DATA Start Marker
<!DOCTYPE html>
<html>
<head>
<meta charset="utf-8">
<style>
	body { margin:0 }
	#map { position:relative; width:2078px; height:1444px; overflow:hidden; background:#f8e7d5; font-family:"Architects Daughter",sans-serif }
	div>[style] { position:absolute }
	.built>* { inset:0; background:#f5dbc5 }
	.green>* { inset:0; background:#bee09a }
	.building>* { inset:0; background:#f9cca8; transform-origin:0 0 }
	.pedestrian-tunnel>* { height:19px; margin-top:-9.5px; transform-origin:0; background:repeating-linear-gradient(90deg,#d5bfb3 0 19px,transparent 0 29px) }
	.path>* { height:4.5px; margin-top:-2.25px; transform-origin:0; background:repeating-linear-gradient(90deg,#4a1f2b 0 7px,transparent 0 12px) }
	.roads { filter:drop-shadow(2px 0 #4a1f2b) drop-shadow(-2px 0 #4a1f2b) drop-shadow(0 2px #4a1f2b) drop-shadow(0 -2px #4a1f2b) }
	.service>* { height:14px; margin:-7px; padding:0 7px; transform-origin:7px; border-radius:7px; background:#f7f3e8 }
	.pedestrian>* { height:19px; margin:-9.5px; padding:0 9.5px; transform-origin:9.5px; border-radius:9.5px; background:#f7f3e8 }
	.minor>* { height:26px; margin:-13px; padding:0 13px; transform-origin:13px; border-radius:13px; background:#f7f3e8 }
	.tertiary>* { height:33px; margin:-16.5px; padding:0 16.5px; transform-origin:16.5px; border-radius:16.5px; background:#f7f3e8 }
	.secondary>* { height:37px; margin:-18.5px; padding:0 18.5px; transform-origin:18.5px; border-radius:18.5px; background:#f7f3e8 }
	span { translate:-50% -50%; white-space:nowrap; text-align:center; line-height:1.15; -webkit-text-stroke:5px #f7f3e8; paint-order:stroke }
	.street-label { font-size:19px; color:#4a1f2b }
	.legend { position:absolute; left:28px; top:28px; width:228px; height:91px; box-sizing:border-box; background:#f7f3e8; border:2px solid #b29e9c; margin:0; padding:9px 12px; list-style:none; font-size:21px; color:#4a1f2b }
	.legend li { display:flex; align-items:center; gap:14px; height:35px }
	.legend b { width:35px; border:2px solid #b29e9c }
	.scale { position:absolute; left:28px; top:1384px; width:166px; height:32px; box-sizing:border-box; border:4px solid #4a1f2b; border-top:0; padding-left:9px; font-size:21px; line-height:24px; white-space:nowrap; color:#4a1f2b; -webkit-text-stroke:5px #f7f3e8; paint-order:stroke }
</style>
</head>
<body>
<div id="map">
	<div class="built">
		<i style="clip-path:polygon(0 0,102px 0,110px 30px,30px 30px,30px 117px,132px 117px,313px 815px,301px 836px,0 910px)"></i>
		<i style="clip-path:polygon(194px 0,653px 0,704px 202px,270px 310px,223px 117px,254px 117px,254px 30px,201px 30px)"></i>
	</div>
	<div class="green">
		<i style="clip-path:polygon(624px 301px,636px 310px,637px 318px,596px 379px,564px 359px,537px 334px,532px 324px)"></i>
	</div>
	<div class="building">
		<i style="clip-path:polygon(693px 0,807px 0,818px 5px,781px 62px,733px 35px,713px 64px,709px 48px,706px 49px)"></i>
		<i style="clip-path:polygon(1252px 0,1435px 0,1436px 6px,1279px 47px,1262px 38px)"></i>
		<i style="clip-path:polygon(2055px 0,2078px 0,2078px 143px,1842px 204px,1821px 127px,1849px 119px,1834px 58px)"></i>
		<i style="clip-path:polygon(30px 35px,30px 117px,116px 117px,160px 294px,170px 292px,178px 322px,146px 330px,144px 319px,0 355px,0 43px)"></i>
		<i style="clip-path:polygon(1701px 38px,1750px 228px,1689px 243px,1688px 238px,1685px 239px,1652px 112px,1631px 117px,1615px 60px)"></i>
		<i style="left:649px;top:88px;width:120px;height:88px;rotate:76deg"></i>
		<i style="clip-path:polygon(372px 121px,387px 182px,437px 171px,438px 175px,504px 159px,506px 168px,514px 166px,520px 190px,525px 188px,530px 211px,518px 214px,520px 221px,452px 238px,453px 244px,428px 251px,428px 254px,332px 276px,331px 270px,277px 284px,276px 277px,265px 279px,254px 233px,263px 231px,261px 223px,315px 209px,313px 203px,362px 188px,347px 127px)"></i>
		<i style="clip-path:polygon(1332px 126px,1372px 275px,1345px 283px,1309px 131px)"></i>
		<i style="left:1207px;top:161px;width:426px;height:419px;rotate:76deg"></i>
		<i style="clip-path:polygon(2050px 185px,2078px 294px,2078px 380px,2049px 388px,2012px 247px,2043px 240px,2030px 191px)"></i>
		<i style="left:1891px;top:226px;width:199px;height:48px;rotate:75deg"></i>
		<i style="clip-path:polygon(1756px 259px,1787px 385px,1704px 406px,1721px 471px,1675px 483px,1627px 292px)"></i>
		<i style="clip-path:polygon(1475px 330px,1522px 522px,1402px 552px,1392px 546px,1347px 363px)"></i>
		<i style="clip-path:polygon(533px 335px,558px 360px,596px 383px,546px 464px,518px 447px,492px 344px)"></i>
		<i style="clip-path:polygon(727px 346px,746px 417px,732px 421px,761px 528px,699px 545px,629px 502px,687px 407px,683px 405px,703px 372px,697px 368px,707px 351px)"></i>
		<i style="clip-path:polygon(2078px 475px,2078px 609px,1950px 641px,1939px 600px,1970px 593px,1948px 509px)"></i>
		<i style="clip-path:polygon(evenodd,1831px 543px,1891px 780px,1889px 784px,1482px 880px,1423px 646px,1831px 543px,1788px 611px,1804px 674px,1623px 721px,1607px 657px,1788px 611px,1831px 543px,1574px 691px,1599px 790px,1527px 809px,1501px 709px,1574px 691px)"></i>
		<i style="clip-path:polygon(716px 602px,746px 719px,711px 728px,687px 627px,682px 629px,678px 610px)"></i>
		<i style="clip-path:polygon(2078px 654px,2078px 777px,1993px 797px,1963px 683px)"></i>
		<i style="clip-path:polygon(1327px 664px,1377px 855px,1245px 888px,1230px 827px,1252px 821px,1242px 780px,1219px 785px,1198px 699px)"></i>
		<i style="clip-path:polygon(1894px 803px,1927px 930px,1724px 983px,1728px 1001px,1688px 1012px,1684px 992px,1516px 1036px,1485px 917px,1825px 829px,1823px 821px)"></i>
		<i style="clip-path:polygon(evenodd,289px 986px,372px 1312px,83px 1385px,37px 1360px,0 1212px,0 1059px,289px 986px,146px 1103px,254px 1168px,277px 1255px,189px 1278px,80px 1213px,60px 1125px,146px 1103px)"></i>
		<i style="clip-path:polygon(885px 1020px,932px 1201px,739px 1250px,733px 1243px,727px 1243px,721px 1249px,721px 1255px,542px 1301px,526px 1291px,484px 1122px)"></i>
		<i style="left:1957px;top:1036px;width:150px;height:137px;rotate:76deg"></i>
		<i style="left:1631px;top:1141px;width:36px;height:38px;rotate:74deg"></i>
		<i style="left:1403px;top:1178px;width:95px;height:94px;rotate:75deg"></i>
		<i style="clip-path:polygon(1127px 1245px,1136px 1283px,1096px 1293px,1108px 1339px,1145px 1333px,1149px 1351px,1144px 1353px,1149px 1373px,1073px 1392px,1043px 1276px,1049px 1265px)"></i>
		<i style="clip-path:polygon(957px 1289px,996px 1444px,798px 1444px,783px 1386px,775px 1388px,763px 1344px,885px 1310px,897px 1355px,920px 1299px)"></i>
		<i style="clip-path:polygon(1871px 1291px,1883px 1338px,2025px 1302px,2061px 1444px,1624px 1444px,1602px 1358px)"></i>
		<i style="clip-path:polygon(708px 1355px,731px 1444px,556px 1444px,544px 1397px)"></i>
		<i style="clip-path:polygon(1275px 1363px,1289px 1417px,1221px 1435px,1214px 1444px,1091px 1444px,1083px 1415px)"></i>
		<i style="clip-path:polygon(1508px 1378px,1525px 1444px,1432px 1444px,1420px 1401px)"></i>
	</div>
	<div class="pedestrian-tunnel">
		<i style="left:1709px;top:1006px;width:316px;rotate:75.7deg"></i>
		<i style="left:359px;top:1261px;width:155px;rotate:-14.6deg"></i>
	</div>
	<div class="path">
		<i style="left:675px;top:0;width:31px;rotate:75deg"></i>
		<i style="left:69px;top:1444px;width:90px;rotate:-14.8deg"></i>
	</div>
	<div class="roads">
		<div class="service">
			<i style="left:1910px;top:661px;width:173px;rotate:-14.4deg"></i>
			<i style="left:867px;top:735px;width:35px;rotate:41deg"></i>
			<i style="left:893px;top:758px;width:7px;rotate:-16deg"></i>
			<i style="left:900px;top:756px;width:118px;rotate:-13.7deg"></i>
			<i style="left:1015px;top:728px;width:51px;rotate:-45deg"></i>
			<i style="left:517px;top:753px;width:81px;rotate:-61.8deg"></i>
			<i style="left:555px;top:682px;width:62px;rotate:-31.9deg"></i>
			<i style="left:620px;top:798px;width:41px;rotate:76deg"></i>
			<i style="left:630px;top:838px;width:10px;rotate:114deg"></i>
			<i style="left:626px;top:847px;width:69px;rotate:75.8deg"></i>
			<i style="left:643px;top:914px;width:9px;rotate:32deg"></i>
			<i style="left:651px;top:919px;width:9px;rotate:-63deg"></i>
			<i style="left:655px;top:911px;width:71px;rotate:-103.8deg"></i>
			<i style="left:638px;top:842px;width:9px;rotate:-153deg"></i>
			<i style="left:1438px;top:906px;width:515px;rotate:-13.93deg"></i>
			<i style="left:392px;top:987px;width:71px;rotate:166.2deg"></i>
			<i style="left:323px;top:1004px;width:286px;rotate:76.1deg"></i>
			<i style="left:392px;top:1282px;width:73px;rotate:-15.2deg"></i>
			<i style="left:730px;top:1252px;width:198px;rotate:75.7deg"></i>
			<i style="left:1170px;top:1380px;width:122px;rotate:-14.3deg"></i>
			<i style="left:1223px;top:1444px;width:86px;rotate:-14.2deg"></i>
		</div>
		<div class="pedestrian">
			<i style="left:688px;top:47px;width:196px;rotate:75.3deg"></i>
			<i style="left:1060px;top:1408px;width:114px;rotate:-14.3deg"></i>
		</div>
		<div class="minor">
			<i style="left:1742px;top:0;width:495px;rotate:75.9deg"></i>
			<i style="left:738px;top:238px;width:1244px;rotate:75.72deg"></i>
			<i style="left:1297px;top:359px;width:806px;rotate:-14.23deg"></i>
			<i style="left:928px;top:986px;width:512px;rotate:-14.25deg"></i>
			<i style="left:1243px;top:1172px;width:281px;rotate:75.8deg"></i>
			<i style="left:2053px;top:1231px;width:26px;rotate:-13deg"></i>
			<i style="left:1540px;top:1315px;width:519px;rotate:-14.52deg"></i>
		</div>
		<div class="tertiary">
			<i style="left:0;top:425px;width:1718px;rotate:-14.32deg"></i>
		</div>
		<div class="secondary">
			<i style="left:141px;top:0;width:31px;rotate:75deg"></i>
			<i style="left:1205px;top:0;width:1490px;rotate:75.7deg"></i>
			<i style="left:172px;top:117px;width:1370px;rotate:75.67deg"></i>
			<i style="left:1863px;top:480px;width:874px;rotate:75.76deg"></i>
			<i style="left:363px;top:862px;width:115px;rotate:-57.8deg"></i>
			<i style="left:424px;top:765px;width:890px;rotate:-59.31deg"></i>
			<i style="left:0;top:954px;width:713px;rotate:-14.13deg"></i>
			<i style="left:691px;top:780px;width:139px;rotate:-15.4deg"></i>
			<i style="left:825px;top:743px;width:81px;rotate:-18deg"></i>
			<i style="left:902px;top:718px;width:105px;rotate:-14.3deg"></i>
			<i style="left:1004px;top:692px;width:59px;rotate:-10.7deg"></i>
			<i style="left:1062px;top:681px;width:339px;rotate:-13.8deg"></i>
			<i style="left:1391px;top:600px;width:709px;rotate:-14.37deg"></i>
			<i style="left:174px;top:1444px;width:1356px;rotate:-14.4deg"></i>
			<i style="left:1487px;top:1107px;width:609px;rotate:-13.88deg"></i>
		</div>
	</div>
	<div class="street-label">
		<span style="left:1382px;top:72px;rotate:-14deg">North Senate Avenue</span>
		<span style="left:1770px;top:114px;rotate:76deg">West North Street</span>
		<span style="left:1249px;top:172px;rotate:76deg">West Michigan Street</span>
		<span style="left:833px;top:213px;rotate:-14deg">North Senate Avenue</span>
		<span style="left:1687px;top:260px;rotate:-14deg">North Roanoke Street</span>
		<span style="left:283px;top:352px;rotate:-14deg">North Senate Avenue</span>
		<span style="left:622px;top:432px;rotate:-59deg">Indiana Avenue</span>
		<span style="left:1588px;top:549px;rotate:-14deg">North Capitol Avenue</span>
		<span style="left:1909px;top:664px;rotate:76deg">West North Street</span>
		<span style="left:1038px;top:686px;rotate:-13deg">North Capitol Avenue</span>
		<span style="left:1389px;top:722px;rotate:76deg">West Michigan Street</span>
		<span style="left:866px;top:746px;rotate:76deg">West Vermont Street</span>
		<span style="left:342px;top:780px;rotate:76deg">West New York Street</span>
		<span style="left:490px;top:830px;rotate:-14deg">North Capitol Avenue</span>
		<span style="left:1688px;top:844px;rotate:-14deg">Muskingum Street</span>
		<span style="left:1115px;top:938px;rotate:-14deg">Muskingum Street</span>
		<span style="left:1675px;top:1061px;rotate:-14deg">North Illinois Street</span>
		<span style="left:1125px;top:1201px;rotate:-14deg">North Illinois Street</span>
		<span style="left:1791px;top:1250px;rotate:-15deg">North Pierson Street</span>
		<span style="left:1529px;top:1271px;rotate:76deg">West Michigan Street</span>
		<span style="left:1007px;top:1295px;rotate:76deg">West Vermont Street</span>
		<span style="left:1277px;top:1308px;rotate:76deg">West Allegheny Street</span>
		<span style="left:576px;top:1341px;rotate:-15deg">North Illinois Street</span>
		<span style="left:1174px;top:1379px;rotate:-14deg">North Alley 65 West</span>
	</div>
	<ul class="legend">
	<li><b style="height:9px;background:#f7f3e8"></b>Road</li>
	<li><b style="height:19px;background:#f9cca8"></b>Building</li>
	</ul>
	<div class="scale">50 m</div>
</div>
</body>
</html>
DATA End Marker
[WHAT YOU ARE ASKED TO DO] Out of the data above, return each line where the word "roads" can be found.

[ANSWER BOX]
	.roads { filter:drop-shadow(2px 0 #4a1f2b) drop-shadow(-2px 0 #4a1f2b) drop-shadow(0 2px #4a1f2b) drop-shadow(0 -2px #4a1f2b) }
	<div class="roads">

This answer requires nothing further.